▸ **REQUIRED WORK**
For each line below, return an exact copy.

▸ **DATASET RECORDS**

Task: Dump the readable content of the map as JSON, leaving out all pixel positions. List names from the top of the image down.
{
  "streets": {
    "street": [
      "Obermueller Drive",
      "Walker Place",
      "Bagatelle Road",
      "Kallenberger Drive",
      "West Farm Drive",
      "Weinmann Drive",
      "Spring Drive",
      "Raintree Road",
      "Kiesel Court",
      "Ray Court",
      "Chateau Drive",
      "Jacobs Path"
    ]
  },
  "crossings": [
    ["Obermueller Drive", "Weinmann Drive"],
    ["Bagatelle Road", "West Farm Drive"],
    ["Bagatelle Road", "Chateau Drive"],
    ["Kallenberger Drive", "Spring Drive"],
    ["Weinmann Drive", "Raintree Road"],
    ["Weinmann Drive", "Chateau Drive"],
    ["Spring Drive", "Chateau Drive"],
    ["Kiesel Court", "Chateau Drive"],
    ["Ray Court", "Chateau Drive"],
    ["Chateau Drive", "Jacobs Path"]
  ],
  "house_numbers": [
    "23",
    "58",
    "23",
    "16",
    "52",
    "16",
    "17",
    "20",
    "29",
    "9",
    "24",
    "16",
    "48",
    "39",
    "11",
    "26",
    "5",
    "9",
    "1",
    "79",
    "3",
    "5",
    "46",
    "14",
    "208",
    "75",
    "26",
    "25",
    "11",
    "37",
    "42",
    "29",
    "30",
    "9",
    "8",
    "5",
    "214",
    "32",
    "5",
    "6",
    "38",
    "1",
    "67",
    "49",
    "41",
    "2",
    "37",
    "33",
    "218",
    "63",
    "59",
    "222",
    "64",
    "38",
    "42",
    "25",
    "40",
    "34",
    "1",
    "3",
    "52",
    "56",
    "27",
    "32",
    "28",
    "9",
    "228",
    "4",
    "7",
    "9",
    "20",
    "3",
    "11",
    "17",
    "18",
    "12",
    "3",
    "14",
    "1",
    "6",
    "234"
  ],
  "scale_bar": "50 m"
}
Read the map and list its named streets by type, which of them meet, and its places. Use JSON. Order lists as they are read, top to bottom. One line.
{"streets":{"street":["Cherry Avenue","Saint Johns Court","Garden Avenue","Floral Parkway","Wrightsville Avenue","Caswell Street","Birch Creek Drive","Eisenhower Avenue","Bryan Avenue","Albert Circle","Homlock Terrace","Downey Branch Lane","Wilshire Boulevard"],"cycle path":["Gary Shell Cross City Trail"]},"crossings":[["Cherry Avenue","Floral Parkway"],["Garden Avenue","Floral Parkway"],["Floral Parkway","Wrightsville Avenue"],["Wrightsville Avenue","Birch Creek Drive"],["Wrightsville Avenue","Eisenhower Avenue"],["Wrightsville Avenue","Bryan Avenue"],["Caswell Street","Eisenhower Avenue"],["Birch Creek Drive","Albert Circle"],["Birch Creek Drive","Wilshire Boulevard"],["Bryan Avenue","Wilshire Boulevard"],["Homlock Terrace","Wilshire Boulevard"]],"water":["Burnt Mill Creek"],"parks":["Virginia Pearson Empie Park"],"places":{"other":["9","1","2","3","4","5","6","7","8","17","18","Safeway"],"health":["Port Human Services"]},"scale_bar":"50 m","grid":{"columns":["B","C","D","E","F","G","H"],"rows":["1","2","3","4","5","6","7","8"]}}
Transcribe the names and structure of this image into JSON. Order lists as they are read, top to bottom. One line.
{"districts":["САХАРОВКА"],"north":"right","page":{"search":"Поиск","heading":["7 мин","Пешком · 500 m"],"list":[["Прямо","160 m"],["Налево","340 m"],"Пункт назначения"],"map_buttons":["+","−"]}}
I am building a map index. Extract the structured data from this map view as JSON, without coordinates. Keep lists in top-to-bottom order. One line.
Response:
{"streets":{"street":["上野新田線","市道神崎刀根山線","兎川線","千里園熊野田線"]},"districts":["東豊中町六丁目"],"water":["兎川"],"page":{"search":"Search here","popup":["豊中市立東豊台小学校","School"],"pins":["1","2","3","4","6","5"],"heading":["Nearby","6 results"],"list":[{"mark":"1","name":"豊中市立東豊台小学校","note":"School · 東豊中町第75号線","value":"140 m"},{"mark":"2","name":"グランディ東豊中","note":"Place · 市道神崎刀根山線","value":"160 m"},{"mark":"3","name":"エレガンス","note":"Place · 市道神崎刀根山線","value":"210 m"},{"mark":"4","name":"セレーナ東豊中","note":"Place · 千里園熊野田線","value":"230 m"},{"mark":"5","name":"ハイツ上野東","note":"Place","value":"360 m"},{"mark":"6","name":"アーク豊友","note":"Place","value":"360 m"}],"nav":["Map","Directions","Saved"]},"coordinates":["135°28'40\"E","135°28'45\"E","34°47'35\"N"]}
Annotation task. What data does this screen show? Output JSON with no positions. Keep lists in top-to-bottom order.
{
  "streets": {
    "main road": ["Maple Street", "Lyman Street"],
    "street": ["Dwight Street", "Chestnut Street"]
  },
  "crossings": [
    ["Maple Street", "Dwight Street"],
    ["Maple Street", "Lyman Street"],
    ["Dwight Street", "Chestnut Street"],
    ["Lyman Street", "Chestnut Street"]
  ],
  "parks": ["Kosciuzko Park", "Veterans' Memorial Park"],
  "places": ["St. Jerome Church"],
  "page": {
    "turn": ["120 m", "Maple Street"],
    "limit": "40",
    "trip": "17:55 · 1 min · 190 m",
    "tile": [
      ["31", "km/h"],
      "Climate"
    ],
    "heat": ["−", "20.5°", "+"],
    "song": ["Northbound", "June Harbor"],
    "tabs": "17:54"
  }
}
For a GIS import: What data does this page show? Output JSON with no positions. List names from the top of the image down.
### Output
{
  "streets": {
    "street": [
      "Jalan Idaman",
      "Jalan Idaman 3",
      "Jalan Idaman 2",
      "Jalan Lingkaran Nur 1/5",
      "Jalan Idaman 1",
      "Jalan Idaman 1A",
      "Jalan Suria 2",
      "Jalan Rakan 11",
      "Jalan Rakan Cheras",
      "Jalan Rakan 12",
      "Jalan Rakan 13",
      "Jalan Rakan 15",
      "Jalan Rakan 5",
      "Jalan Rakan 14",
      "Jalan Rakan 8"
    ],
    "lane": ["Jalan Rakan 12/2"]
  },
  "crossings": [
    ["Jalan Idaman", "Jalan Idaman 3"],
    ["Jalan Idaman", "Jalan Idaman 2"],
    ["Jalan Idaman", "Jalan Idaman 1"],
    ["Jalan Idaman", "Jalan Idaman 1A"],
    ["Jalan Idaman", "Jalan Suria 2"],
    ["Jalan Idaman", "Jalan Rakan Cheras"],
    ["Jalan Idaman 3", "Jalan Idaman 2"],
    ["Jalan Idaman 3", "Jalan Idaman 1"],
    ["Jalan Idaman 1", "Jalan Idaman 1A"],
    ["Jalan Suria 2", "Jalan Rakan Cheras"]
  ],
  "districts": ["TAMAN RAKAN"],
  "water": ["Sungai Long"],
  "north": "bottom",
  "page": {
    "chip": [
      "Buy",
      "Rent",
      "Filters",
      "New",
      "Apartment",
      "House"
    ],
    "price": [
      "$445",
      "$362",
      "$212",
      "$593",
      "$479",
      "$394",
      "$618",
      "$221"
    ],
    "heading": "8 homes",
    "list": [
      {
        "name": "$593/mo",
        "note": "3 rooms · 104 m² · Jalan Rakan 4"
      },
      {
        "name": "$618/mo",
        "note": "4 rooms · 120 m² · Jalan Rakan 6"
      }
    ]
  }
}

▸ **EXERCISE ANSWER**
Task: Dump the readable content of the map as JSON, leaving out all pixel positions. List names from the top of the image down.
{
  "streets": {
    "street": [
      "Obermueller Drive",
      "Walker Place",
      "Bagatelle Road",
      "Kallenberger Drive",
      "West Farm Drive",
      "Weinmann Drive",
      "Spring Drive",
      "Raintree Road",
      "Kiesel Court",
      "Ray Court",
      "Chateau Drive",
      "Jacobs Path"
    ]
  },
  "crossings": [
    ["Obermueller Drive", "Weinmann Drive"],
    ["Bagatelle Road", "West Farm Drive"],
    ["Bagatelle Road", "Chateau Drive"],
    ["Kallenberger Drive", "Spring Drive"],
    ["Weinmann Drive", "Raintree Road"],
    ["Weinmann Drive", "Chateau Drive"],
    ["Spring Drive", "Chateau Drive"],
    ["Kiesel Court", "Chateau Drive"],
    ["Ray Court", "Chateau Drive"],
    ["Chateau Drive", "Jacobs Path"]
  ],
  "house_numbers": [
    "23",
    "58",
    "23",
    "16",
    "52",
    "16",
    "17",
    "20",
    "29",
    "9",
    "24",
    "16",
    "48",
    "39",
    "11",
    "26",
    "5",
    "9",
    "1",
    "79",
    "3",
    "5",
    "46",
    "14",
    "208",
    "75",
    "26",
    "25",
    "11",
    "37",
    "42",
    "29",
    "30",
    "9",
    "8",
    "5",
    "214",
    "32",
    "5",
    "6",
    "38",
    "1",
    "67",
    "49",
    "41",
    "2",
    "37",
    "33",
    "218",
    "63",
    "59",
    "222",
    "64",
    "38",
    "42",
    "25",
    "40",
    "34",
    "1",
    "3",
    "52",
    "56",
    "27",
    "32",
    "28",
    "9",
    "228",
    "4",
    "7",
    "9",
    "20",
    "3",
    "11",
    "17",
    "18",
    "12",
    "3",
    "14",
    "1",
    "6",
    "234"
  ],
  "scale_bar": "50 m"
}
Read the map and list its named streets by type, which of them meet, and its places. Use JSON. Order lists as they are read, top to bottom. One line.
{"streets":{"street":["Cherry Avenue","Saint Johns Court","Garden Avenue","Floral Parkway","Wrightsville Avenue","Caswell Street","Birch Creek Drive","Eisenhower Avenue","Bryan Avenue","Albert Circle","Homlock Terrace","Downey Branch Lane","Wilshire Boulevard"],"cycle path":["Gary Shell Cross City Trail"]},"crossings":[["Cherry Avenue","Floral Parkway"],["Garden Avenue","Floral Parkway"],["Floral Parkway","Wrightsville Avenue"],["Wrightsville Avenue","Birch Creek Drive"],["Wrightsville Avenue","Eisenhower Avenue"],["Wrightsville Avenue","Bryan Avenue"],["Caswell Street","Eisenhower Avenue"],["Birch Creek Drive","Albert Circle"],["Birch Creek Drive","Wilshire Boulevard"],["Bryan Avenue","Wilshire Boulevard"],["Homlock Terrace","Wilshire Boulevard"]],"water":["Burnt Mill Creek"],"parks":["Virginia Pearson Empie Park"],"places":{"other":["9","1","2","3","4","5","6","7","8","17","18","Safeway"],"health":["Port Human Services"]},"scale_bar":"50 m","grid":{"columns":["B","C","D","E","F","G","H"],"rows":["1","2","3","4","5","6","7","8"]}}
Transcribe the names and structure of this image into JSON. Order lists as they are read, top to bottom. One line.
{"districts":["САХАРОВКА"],"north":"right","page":{"search":"Поиск","heading":["7 мин","Пешком · 500 m"],"list":[["Прямо","160 m"],["Налево","340 m"],"Пункт назначения"],"map_buttons":["+","−"]}}
I am building a map index. Extract the structured data from this map view as JSON, without coordinates. Keep lists in top-to-bottom order. One line.
Response:
{"streets":{"street":["上野新田線","市道神崎刀根山線","兎川線","千里園熊野田線"]},"districts":["東豊中町六丁目"],"water":["兎川"],"page":{"search":"Search here","popup":["豊中市立東豊台小学校","School"],"pins":["1","2","3","4","6","5"],"heading":["Nearby","6 results"],"list":[{"mark":"1","name":"豊中市立東豊台小学校","note":"School · 東豊中町第75号線","value":"140 m"},{"mark":"2","name":"グランディ東豊中","note":"Place · 市道神崎刀根山線","value":"160 m"},{"mark":"3","name":"エレガンス","note":"Place · 市道神崎刀根山線","value":"210 m"},{"mark":"4","name":"セレーナ東豊中","note":"Place · 千里園熊野田線","value":"230 m"},{"mark":"5","name":"ハイツ上野東","note":"Place","value":"360 m"},{"mark":"6","name":"アーク豊友","note":"Place","value":"360 m"}],"nav":["Map","Directions","Saved"]},"coordinates":["135°28'40\"E","135°28'45\"E","34°47'35\"N"]}
Annotation task. What data does this screen show? Output JSON with no positions. Keep lists in top-to-bottom order.
{
  "streets": {
    "main road": ["Maple Street", "Lyman Street"],
    "street": ["Dwight Street", "Chestnut Street"]
  },
  "crossings": [
    ["Maple Street", "Dwight Street"],
    ["Maple Street", "Lyman Street"],
    ["Dwight Street", "Chestnut Street"],
    ["Lyman Street", "Chestnut Street"]
  ],
  "parks": ["Kosciuzko Park", "Veterans' Memorial Park"],
  "places": ["St. Jerome Church"],
  "page": {
    "turn": ["120 m", "Maple Street"],
    "limit": "40",
    "trip": "17:55 · 1 min · 190 m",
    "tile": [
      ["31", "km/h"],
      "Climate"
    ],
    "heat": ["−", "20.5°", "+"],
    "song": ["Northbound", "June Harbor"],
    "tabs": "17:54"
  }
}
For a GIS import: What data does this page show? Output JSON with no positions. List names from the top of the image down.
### Output
{
  "streets": {
    "street": [
      "Jalan Idaman",
      "Jalan Idaman 3",
      "Jalan Idaman 2",
      "Jalan Lingkaran Nur 1/5",
      "Jalan Idaman 1",
      "Jalan Idaman 1A",
      "Jalan Suria 2",
      "Jalan Rakan 11",
      "Jalan Rakan Cheras",
      "Jalan Rakan 12",
      "Jalan Rakan 13",
      "Jalan Rakan 15",
      "Jalan Rakan 5",
      "Jalan Rakan 14",
      "Jalan Rakan 8"
    ],
    "lane": ["Jalan Rakan 12/2"]
  },
  "crossings": [
    ["Jalan Idaman", "Jalan Idaman 3"],
    ["Jalan Idaman", "Jalan Idaman 2"],
    ["Jalan Idaman", "Jalan Idaman 1"],
    ["Jalan Idaman", "Jalan Idaman 1A"],
    ["Jalan Idaman", "Jalan Suria 2"],
    ["Jalan Idaman", "Jalan Rakan Cheras"],
    ["Jalan Idaman 3", "Jalan Idaman 2"],
    ["Jalan Idaman 3", "Jalan Idaman 1"],
    ["Jalan Idaman 1", "Jalan Idaman 1A"],
    ["Jalan Suria 2", "Jalan Rakan Cheras"]
  ],
  "districts": ["TAMAN RAKAN"],
  "water": ["Sungai Long"],
  "north": "bottom",
  "page": {
    "chip": [
      "Buy",
      "Rent",
      "Filters",
      "New",
      "Apartment",
      "House"
    ],
    "price": [
      "$445",
      "$362",
      "$212",
      "$593",
      "$479",
      "$394",
      "$618",
      "$221"
    ],
    "heading": "8 homes",
    "list": [
      {
        "name": "$593/mo",
        "note": "3 rooms · 104 m² · Jalan Rakan 4"
      },
      {
        "name": "$618/mo",
        "note": "4 rooms · 120 m² · Jalan Rakan 6"
      }
    ]
  }
}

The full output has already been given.